**REQUIRED WORK:** Look through the material below and count the lines with the string "Tourinho". Report only the count.
--------------------
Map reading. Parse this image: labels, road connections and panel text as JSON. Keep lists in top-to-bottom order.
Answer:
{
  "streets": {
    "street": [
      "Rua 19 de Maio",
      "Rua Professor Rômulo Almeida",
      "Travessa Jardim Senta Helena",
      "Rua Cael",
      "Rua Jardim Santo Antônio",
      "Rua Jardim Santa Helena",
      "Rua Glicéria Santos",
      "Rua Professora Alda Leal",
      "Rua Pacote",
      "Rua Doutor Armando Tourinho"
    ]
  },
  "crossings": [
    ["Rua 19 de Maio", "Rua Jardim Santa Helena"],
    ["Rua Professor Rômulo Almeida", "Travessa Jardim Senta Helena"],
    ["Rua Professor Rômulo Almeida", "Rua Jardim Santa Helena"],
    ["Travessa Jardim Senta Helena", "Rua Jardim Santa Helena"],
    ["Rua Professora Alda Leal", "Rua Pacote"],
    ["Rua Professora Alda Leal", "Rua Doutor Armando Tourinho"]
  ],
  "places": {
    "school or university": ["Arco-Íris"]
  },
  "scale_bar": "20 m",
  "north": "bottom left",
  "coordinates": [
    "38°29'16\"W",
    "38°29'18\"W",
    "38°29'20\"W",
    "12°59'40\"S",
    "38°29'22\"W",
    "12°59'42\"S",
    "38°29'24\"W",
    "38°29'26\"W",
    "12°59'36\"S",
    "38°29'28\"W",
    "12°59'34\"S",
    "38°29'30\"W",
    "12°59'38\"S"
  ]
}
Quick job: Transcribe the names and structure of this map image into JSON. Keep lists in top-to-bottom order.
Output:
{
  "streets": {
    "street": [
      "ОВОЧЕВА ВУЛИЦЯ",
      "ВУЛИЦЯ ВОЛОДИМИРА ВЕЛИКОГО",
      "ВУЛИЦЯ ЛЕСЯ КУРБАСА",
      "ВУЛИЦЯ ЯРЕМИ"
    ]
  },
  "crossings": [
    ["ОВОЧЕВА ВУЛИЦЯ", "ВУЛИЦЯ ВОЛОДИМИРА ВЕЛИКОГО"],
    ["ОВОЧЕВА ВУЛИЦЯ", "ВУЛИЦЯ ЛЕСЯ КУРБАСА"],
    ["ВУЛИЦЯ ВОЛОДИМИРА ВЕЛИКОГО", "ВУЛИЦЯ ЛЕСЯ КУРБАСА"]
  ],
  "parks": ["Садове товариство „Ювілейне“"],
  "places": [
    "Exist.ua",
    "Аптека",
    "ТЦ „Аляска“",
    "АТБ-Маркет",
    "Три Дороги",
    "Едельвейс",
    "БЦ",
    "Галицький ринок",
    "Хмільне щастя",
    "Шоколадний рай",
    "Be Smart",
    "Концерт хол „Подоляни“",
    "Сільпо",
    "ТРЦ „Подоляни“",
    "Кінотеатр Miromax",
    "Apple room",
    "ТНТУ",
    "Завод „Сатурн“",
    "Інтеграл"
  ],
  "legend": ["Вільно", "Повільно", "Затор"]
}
--------------------
**RESPONSE TO THE TASK:** 2